WORK TASK ->
Search the records for the string "above". Copy each line where it occurs.
==== INFORMATION SHOWN
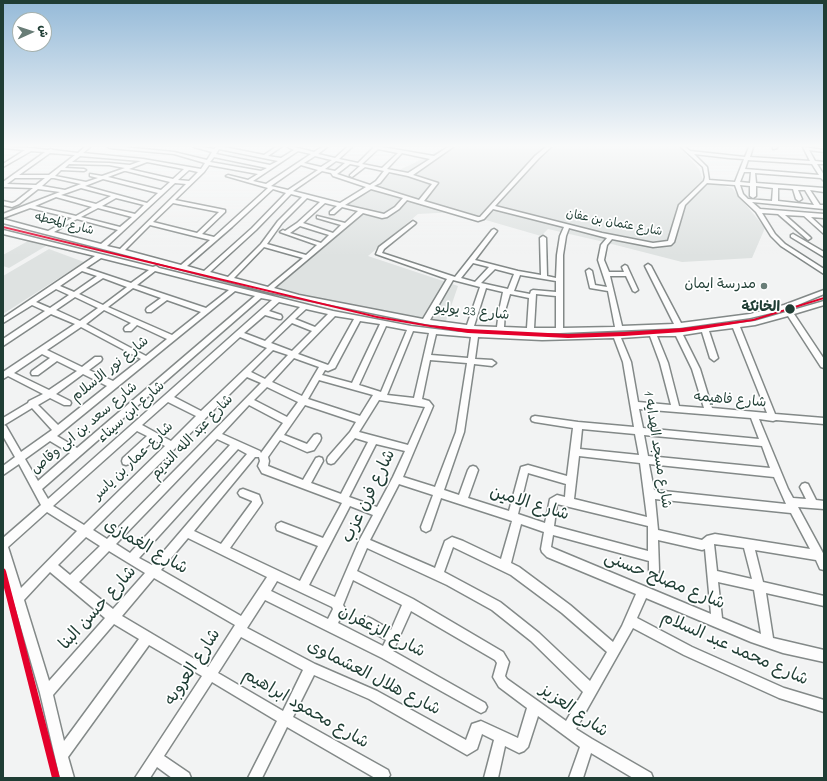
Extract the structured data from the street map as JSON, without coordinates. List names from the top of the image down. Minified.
{"streets":{"street":["شارع عثمان بن عفان","شارع المحطه","شارع 23 يوليو","شارع نور الاسلام","شارع فاهيمه","شارع ابن سيناء","شارع سعد بن ابى وقاص","شارع عبد الله النديم","شارع مسجد الهدايه 1","شارع عمار بن ياسر","شارع فرن عزب","شارع الامين","شارع الغمازى","شارع مصلح حسنى","شارع حسن البنا","شارع الزعفران","شارع محمد عبد السلام","شارع العروبه","شارع هلال العشماوى","شارع محمود ابراهيم","شارع العزيز"]},"crossings":[["شارع عثمان بن عفان","شارع مسجد الهدايه 1"],["شارع المحطه","شارع 23 يوليو"],["شارع 23 يوليو","شارع مسجد الهدايه 1"],["شارع نور الاسلام","شارع الغمازى"],["شارع فاهيمه","شارع مسجد الهدايه 1"],["شارع ابن سيناء","شارع الغمازى"],["شارع سعد بن ابى وقاص","شارع الغمازى"],["شارع عبد الله النديم","شارع الغمازى"],["شارع عبد الله النديم","شارع محمود ابراهيم"],["شارع مسجد الهدايه 1","شارع الامين"],["شارع عمار بن ياسر","شارع الغمازى"],["شارع عمار بن ياسر","شارع محمود ابراهيم"],["شارع فرن عزب","شارع الامين"],["شارع فرن عزب","شارع الزعفران"],["شارع الامين","شارع مصلح حسنى"],["شارع الغمازى","شارع حسن البنا"],["شارع الغمازى","شارع العروبه"],["شارع الغمازى","شارع هلال العشماوى"],["شارع حسن البنا","شارع محمود ابراهيم"],["شارع الزعفران","شارع العروبه"],["شارع العروبه","شارع هلال العشماوى"],["شارع العروبه","شارع محمود ابراهيم"]],"places":["مدرسة ايمان","الخانكة"],"north":"right"}
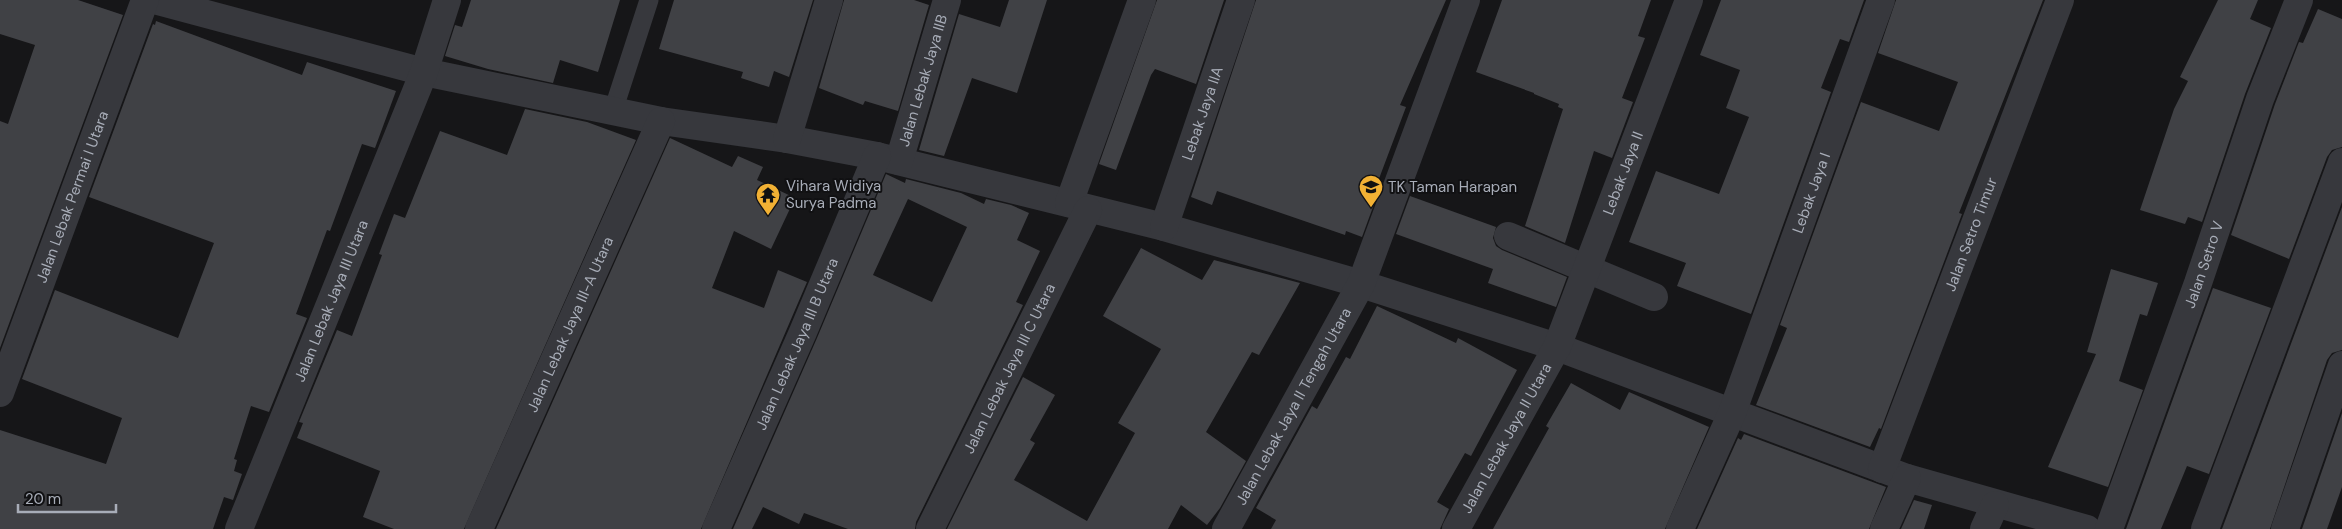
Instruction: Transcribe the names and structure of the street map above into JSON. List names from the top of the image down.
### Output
{
  "streets": {
    "street": [
      "Jalan Lebak Jaya IIB",
      "Lebak Jaya IIA",
      "Lebak Jaya II",
      "Lebak Jaya I",
      "Jalan Lebak Permai I Utara",
      "Jalan Setro Timur",
      "Jalan Setro V",
      "Jalan Lebak Jaya III Utara",
      "Jalan Lebak Jaya III-A Utara",
      "Jalan Lebak Jaya III B Utara",
      "Jalan Lebak Jaya III C Utara",
      "Jalan Lebak Jaya II Tengah Utara",
      "Jalan Lebak Jaya II Utara"
    ]
  },
  "crossings": [
    ["Jalan Lebak Jaya IIB", "Jalan Lebak Jaya III B Utara"],
    ["Lebak Jaya II", "Jalan Lebak Jaya II Utara"]
  ],
  "places": {
    "school or university": ["TK Taman Harapan"],
    "temple": ["Vihara Widiya Surya Padma"]
  },
  "scale_bar": "20 m"
}
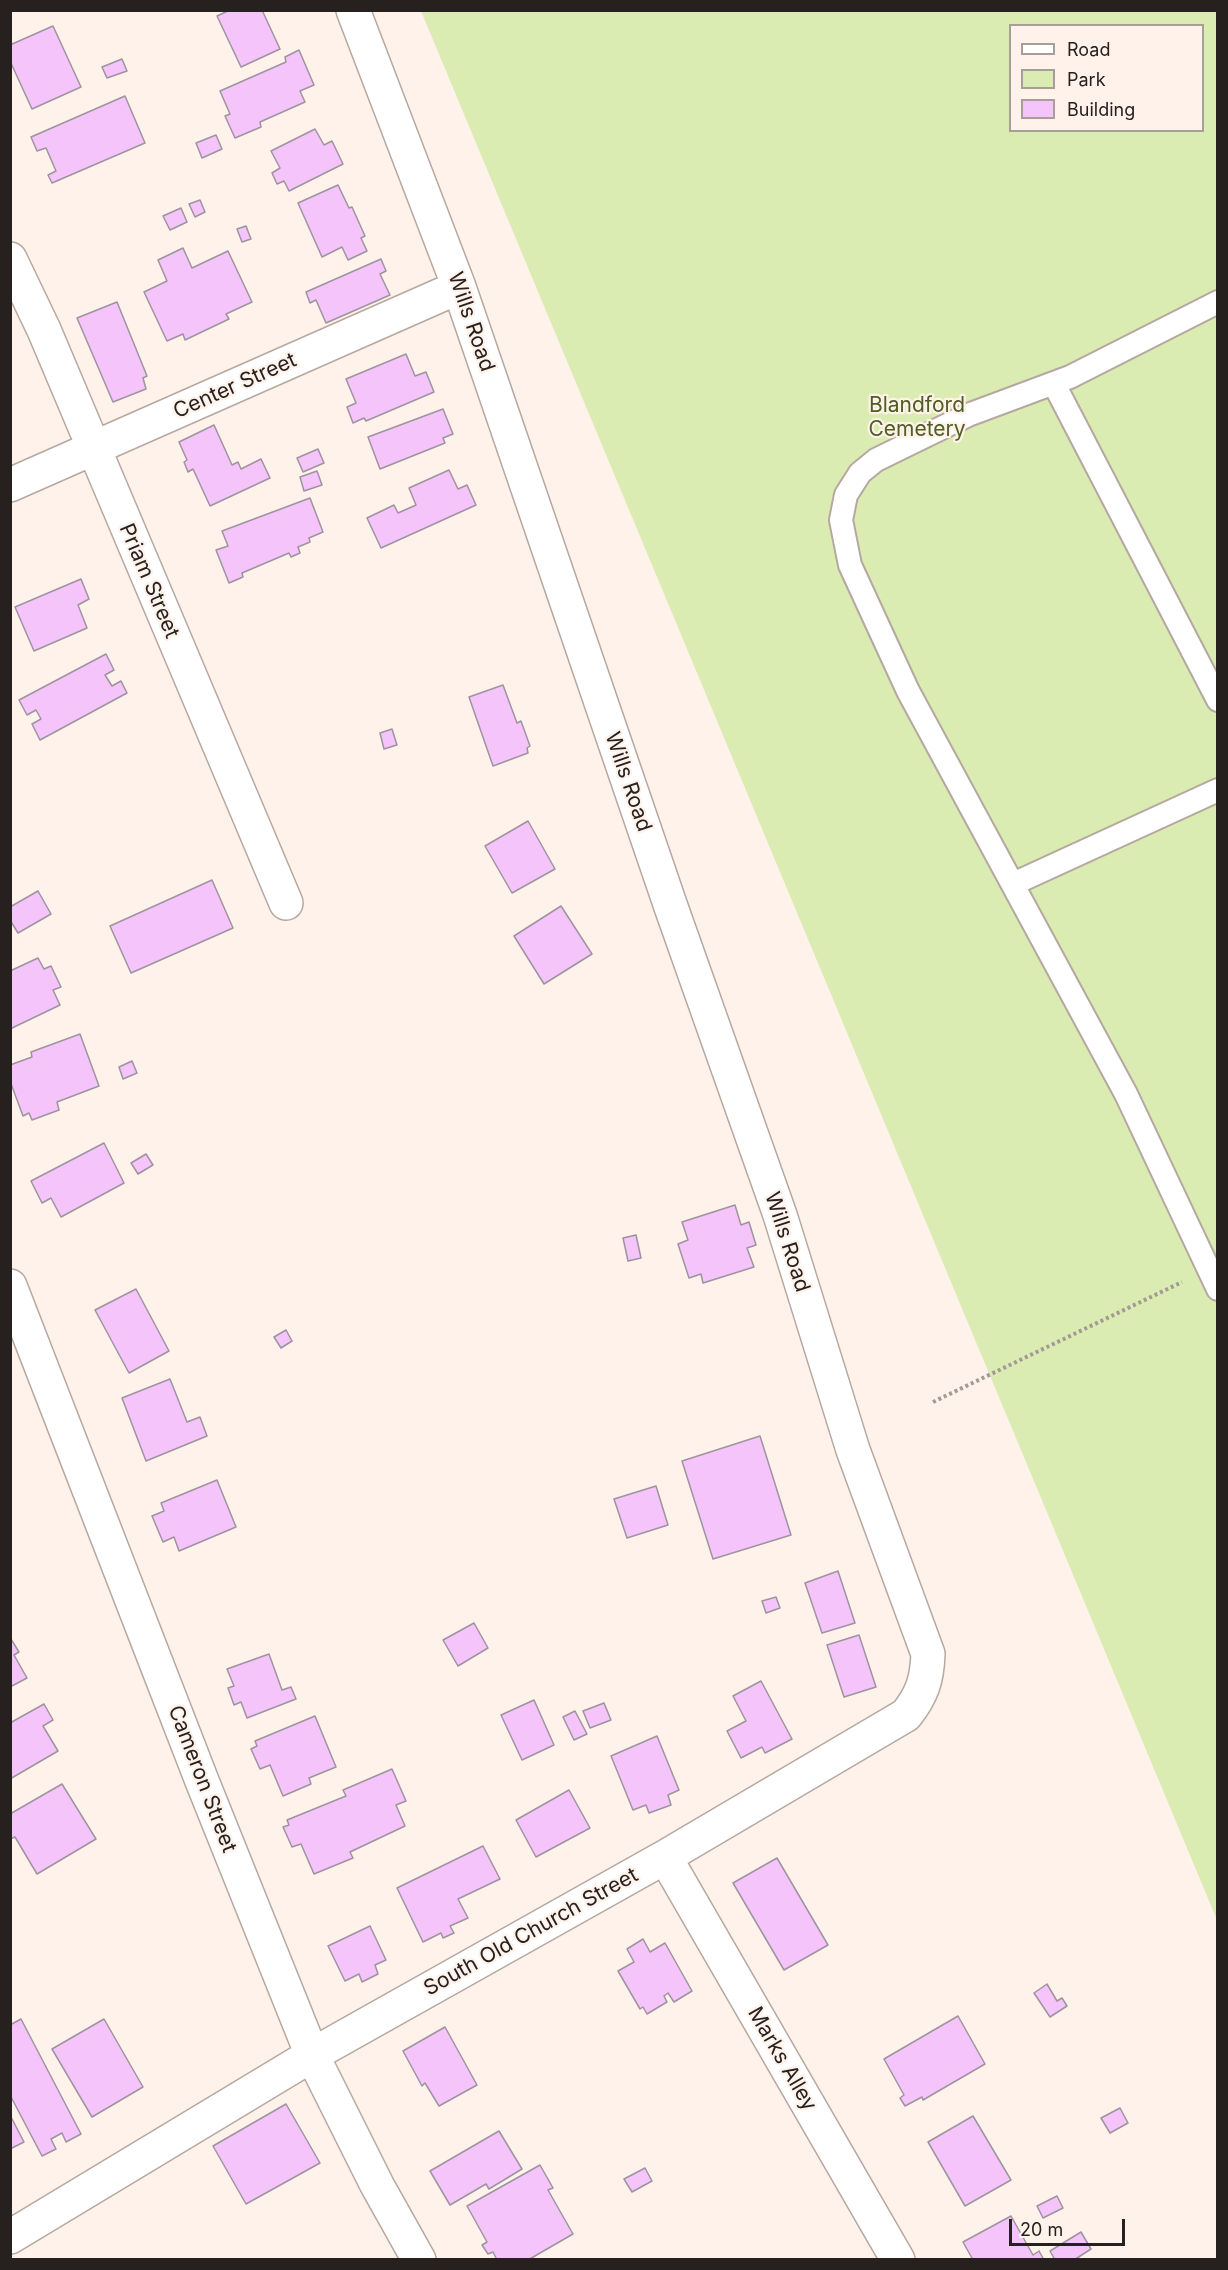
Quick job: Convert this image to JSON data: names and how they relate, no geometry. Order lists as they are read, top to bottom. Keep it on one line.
{"streets":{"street":["Wills Road","Center Street","Priam Street","Cameron Street","South Old Church Street","Marks Alley"]},"crossings":[["Wills Road","Center Street"],["Wills Road","South Old Church Street"],["Center Street","Priam Street"],["Cameron Street","South Old Church Street"],["South Old Church Street","Marks Alley"]],"parks":["Blandford Cemetery"],"legend":["Road","Park","Building"],"scale_bar":"20 m"}
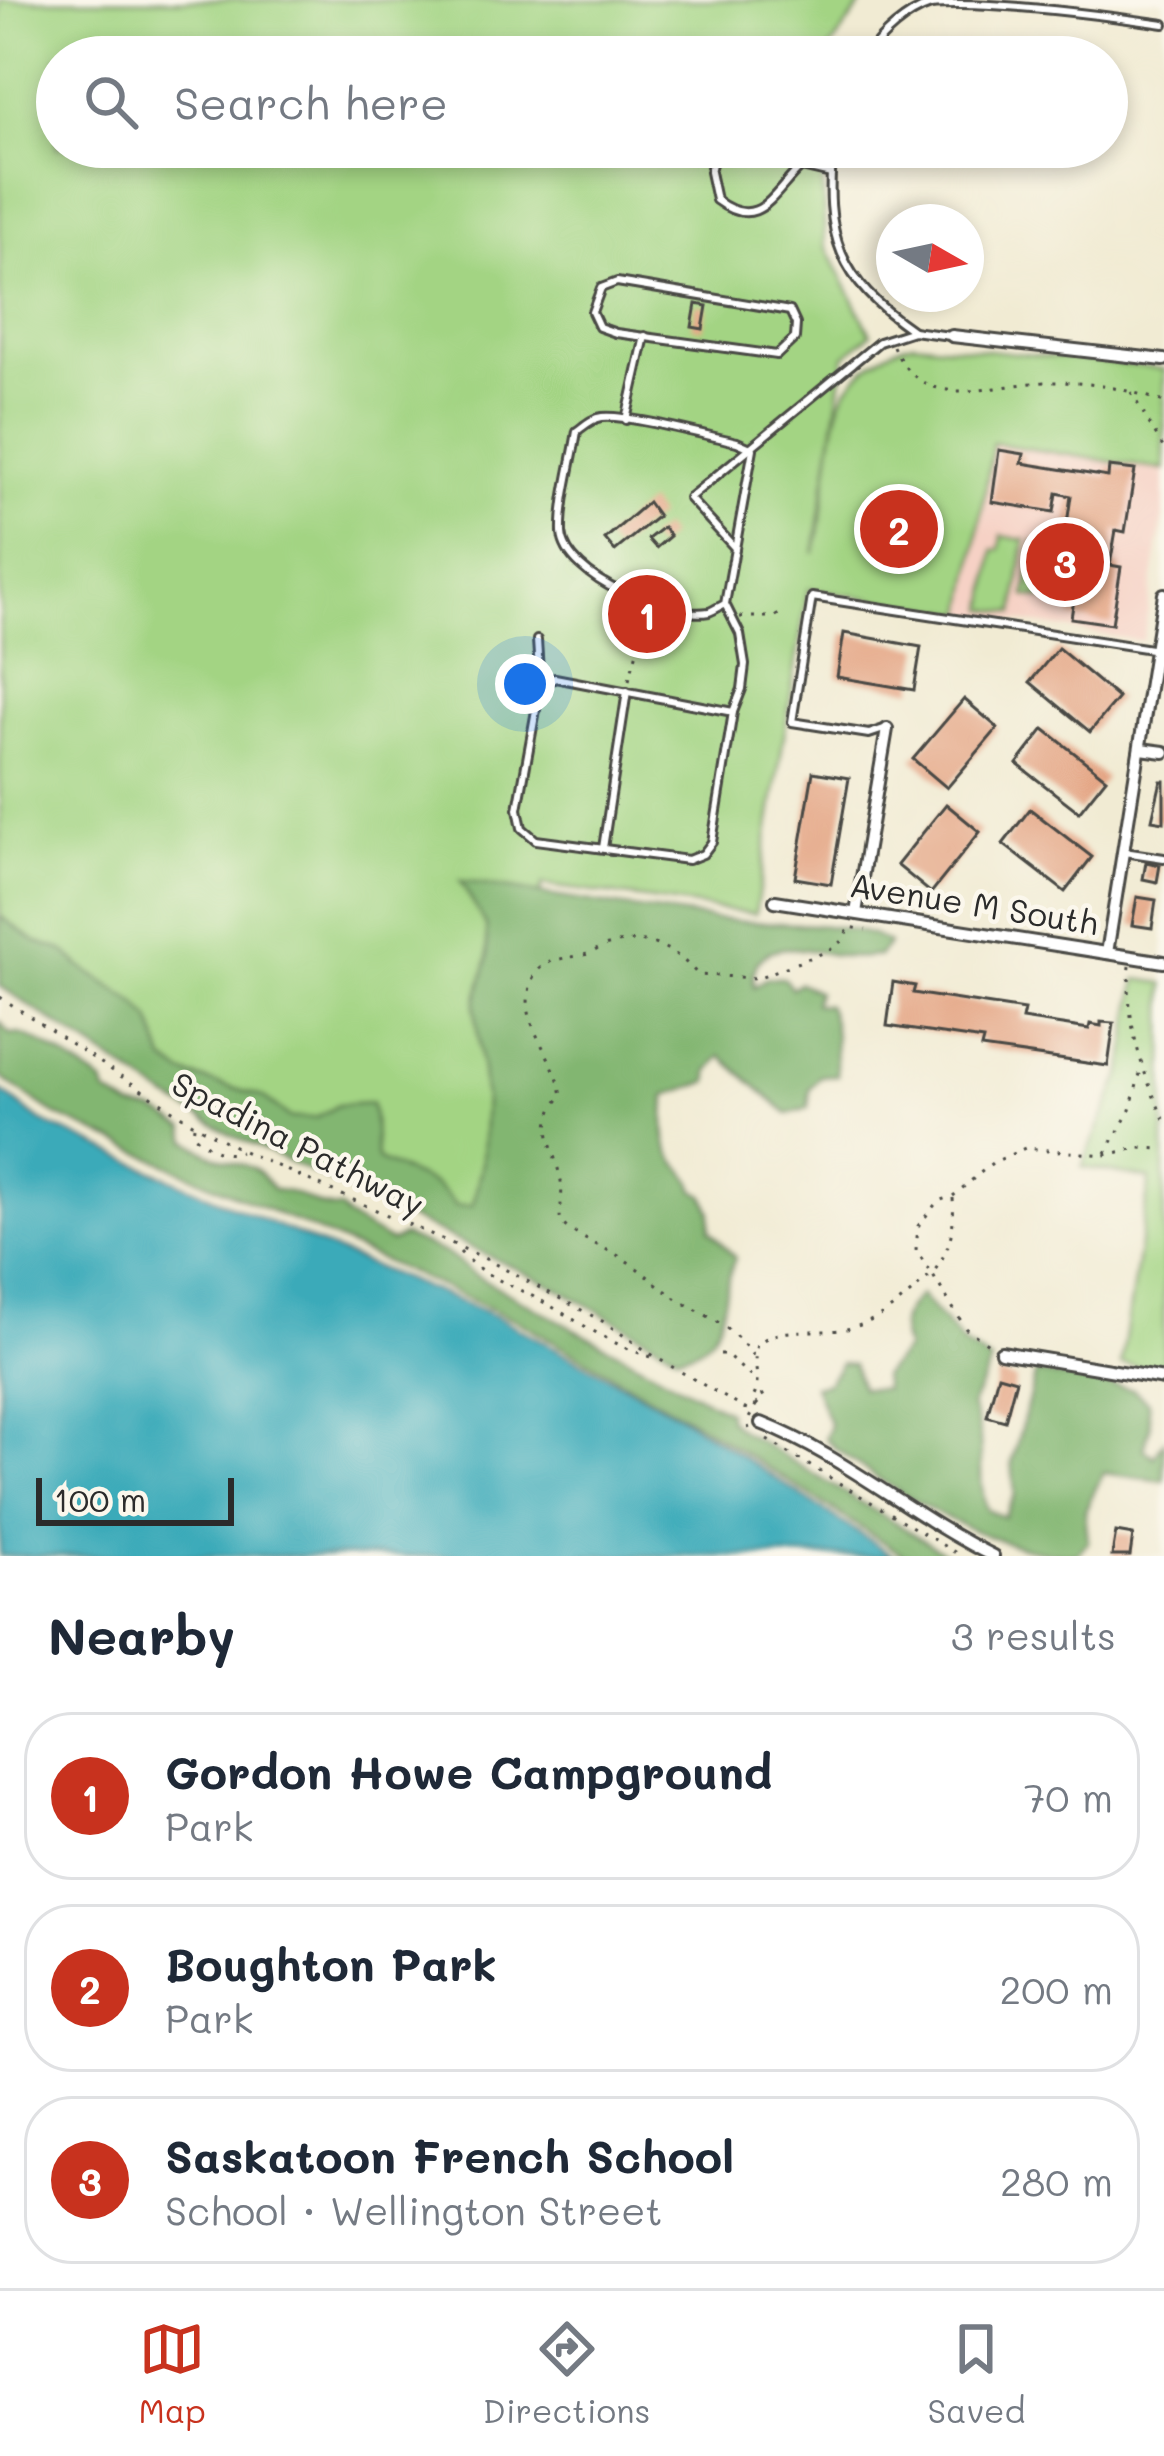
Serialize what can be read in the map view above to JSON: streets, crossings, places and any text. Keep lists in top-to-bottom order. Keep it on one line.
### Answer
{"streets":{"street":["Avenue M South"],"path":["Spadina Pathway"]},"scale_bar":"100 m","north":"right","page":{"search":"Search here","pins":["2","3","1"],"scale":"100 m","heading":["Nearby","3 results"],"list":[{"mark":"1","name":"Gordon Howe Campground","note":"Park","value":"70 m"},{"mark":"2","name":"Boughton Park","note":"Park","value":"200 m"},{"mark":"3","name":"Saskatoon French School","note":"School · Wellington Street","value":"280 m"}],"nav":["Map","Directions","Saved"]}}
========
OUTPUT ->
Instruction: Transcribe the names and structure of the street map above into JSON. List names from the top of the image down.
Serialize what can be read in the map view above to JSON: streets, crossings, places and any text. Keep lists in top-to-bottom order. Keep it on one line.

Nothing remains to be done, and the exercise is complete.